Failure to monitor disk space utilization can cause problems that prevent Docker containers from working as expected. Amazon EC2 instance disks are used for multiple purposes, such as Docker daemon logs, containers, and images. This post covers techniques to monitor and reclaim disk space on the cluster of EC2 instances used to run your containers.

Amazon ECS is a highly scalable, high performance container management service that supports Docker containers and allows you to run applications easily on a managed cluster of Amazon EC2 instances. You can use ECS to schedule the placement of containers across a cluster of EC2 instances based on your resource needs, isolation policies, and availability requirements.

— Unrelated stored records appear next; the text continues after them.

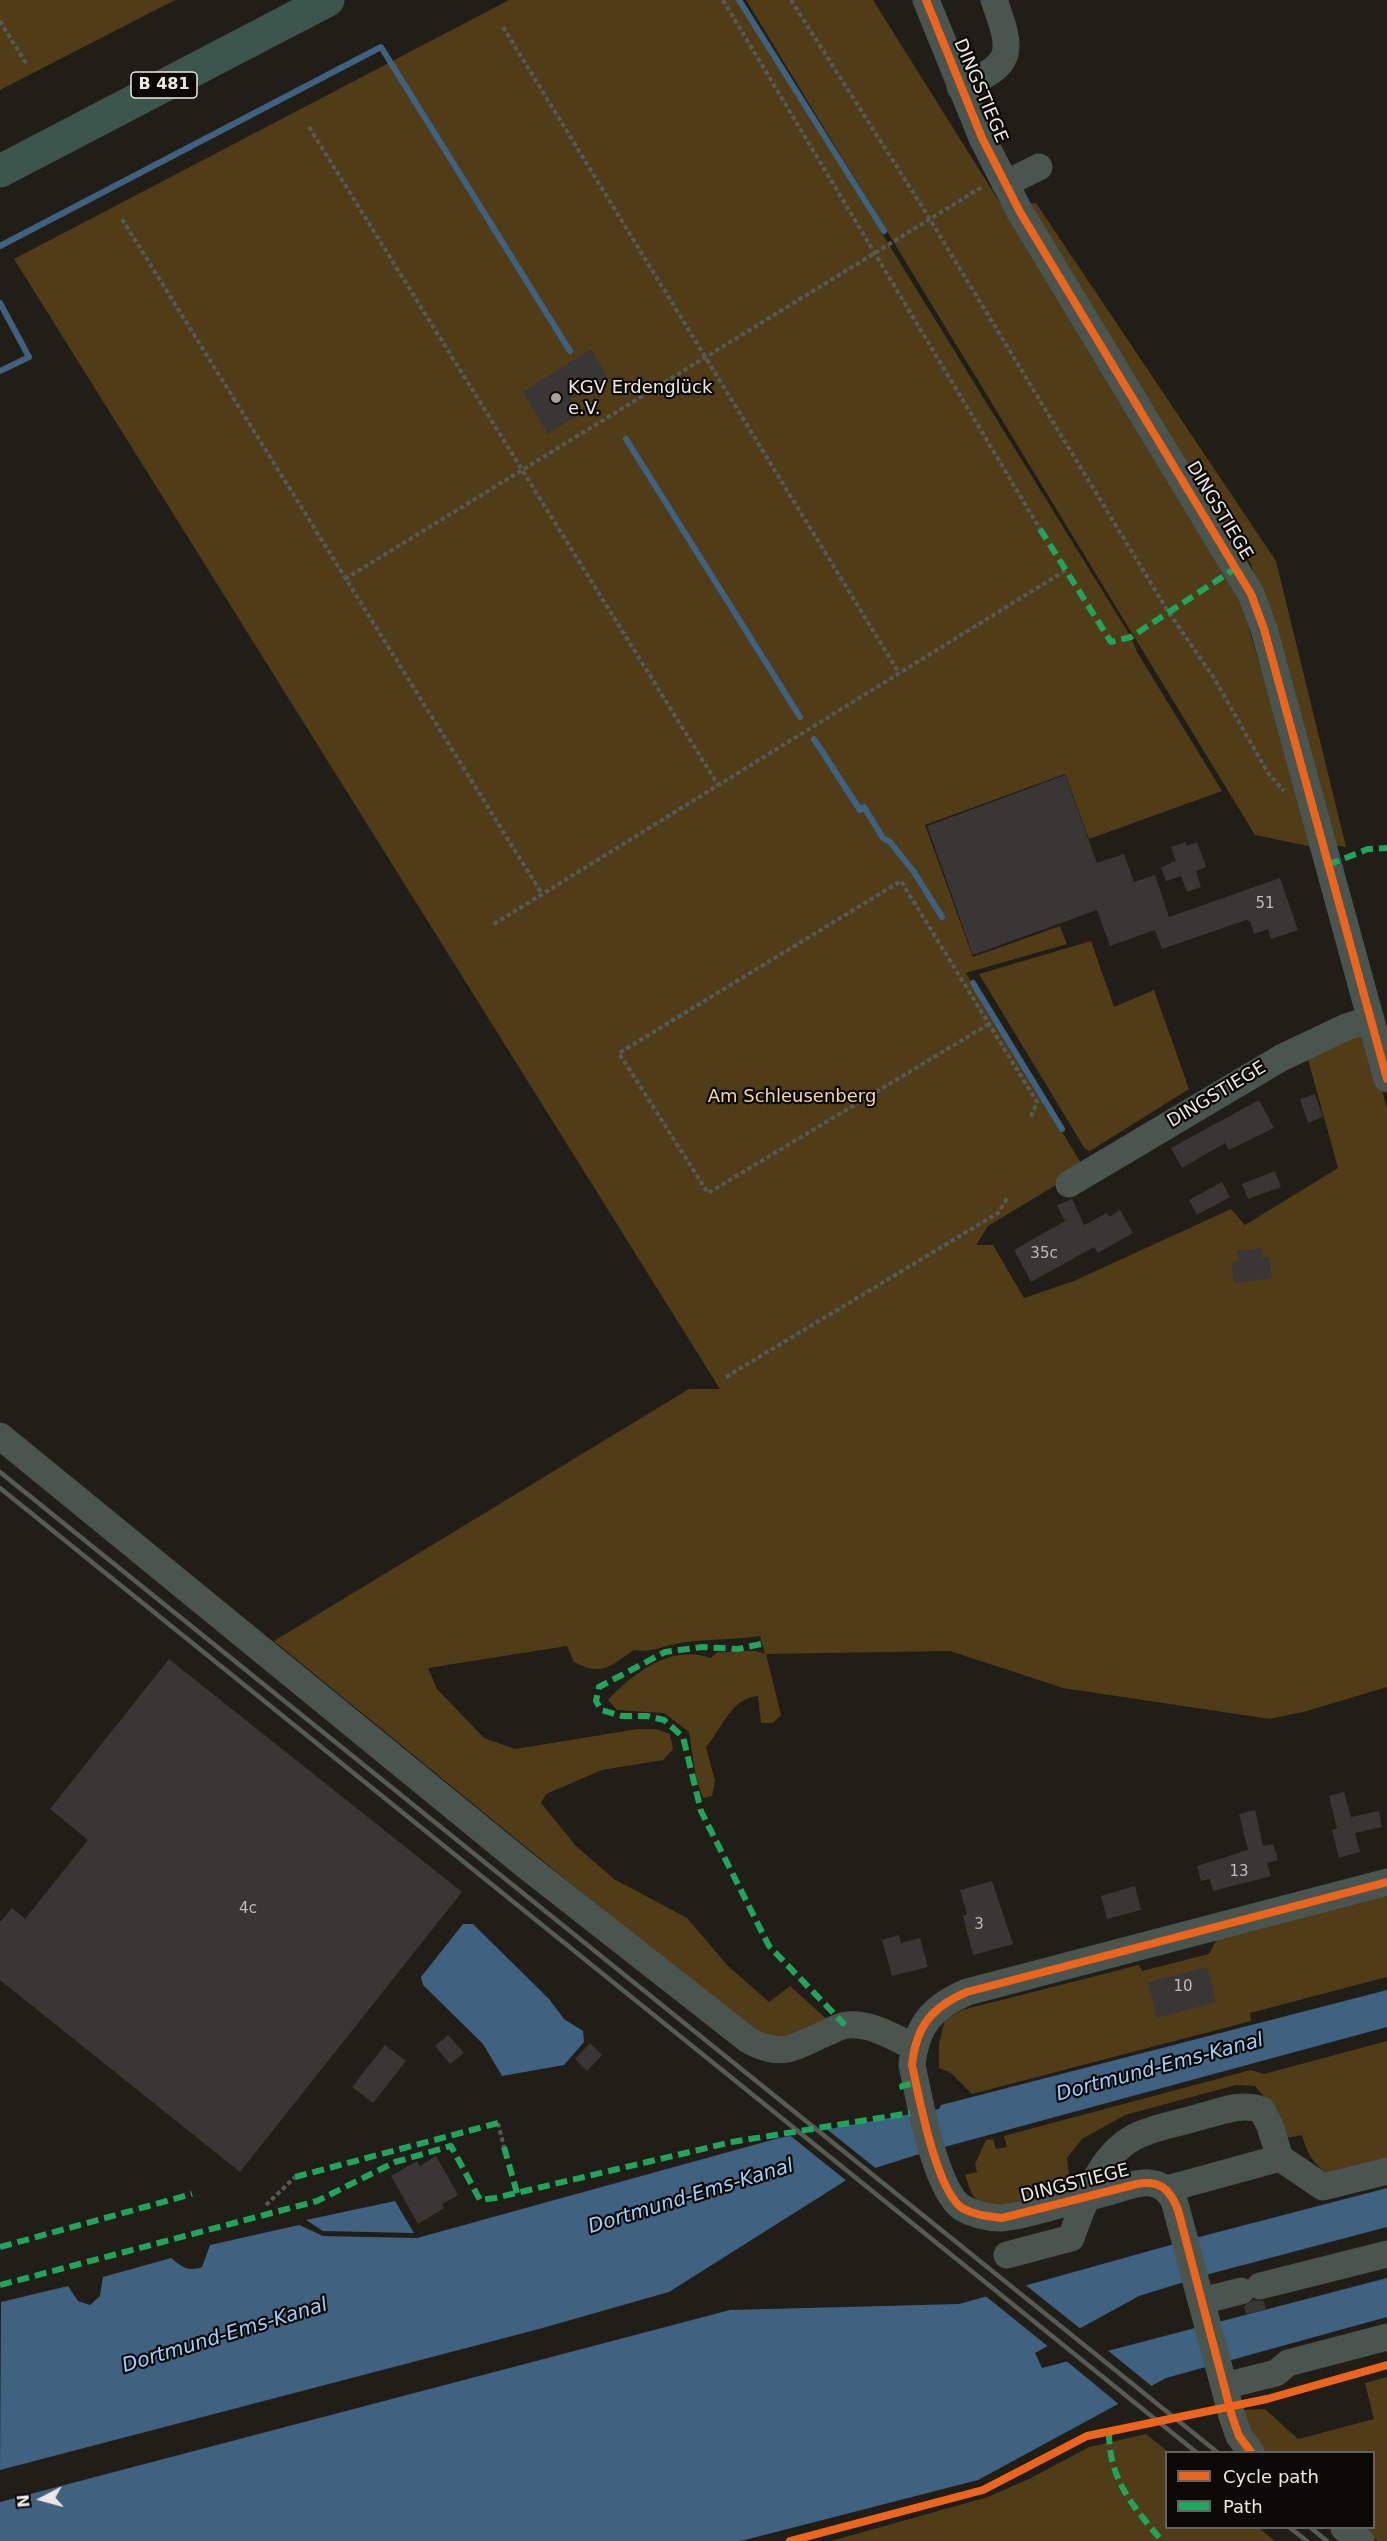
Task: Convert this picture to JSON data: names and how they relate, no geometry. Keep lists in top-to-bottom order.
{
  "streets": {
    "highway": ["B 481"],
    "street": ["DINGSTIEGE"]
  },
  "water": ["Dortmund-Ems-Kanal"],
  "parks": ["Am Schleusenberg"],
  "places": ["KGV Erdenglück e.V."],
  "house_numbers": [
    "51",
    "35c",
    "13",
    "4c",
    "3",
    "10"
  ],
  "legend": ["Cycle path", "Path"],
  "north": "left"
}
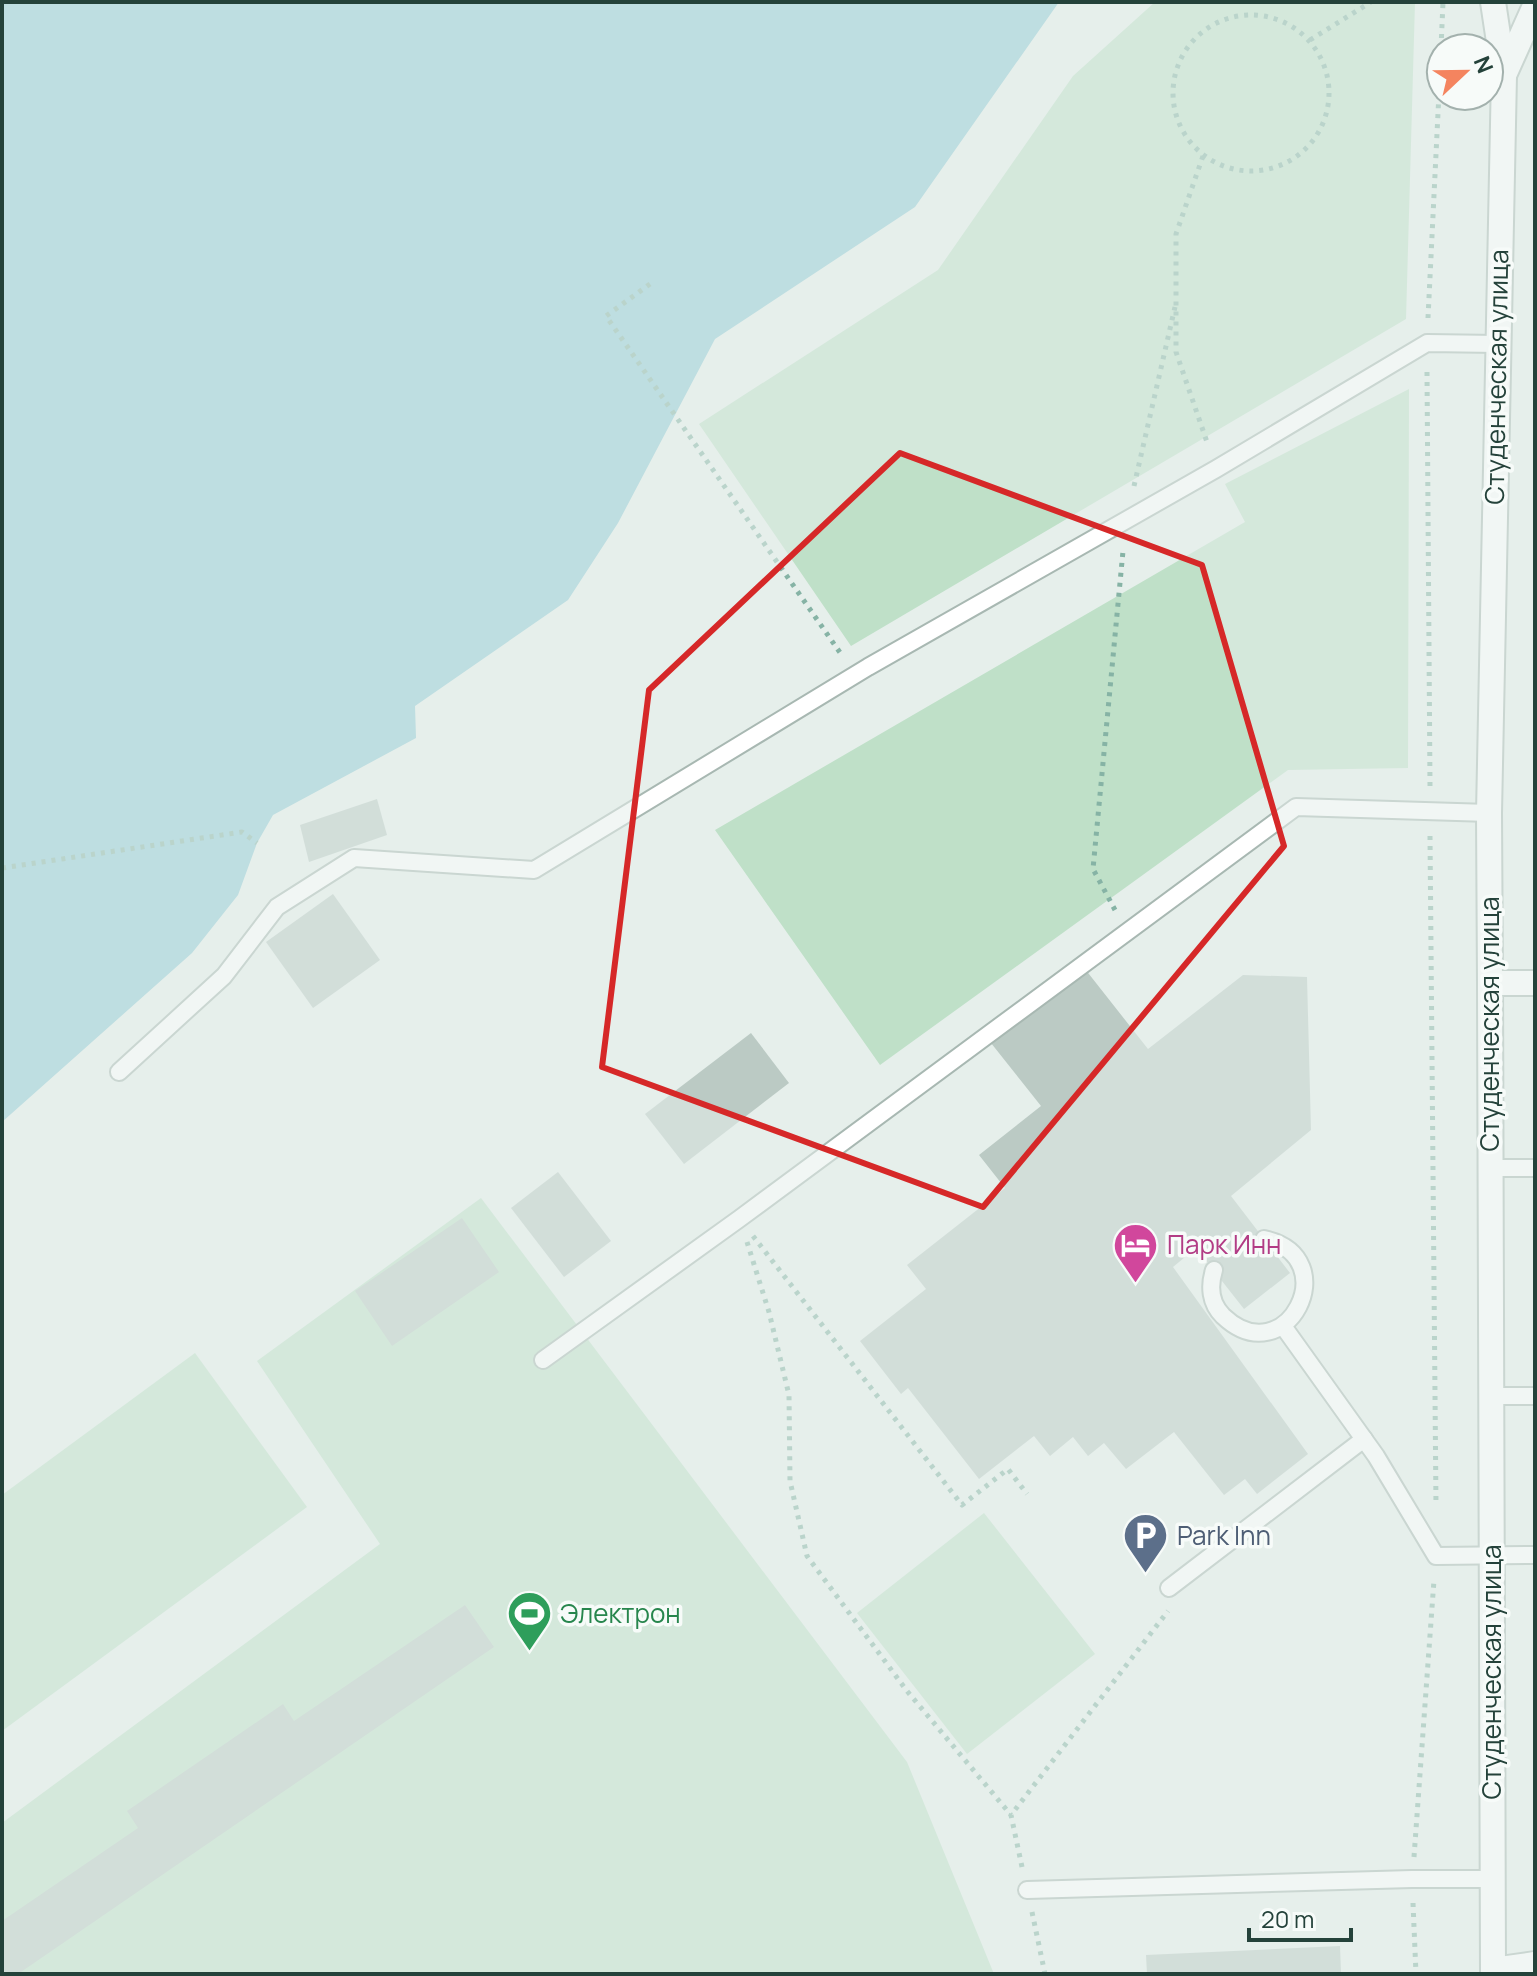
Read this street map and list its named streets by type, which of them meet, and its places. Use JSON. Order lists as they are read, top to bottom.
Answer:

The ECS-optimized AMI stores images and containers in an EBS volume that uses the devicemapper storage driver in a direct-lvm configuration. As devicemapper stores every image and container in a thin-provisioned virtual device, free space for container storage is not visible through standard Linux utilities such as df. This poses an administrative challenge when it comes to monitoring free space and can also result in increased time troubleshooting task failures, as the cause may not be immediately obvious.
Disk space errors can result in new tasks failing to launch with the following error message:

 Error running deviceCreate (createSnapDevice) dm_task_run failed

NOTE: The scripts and techniques described in this post were tested against the ECS 2016.03.a AMI. You may need to modify these techniques depending on your operating system and environment.

Monitoring

You can use Amazon CloudWatch custom metrics to track EC2 instance disk usage. After a CloudWatch metric is created, you can add a CloudWatch alarm to alert you proactively, before low disk space causes a problem on your cluster.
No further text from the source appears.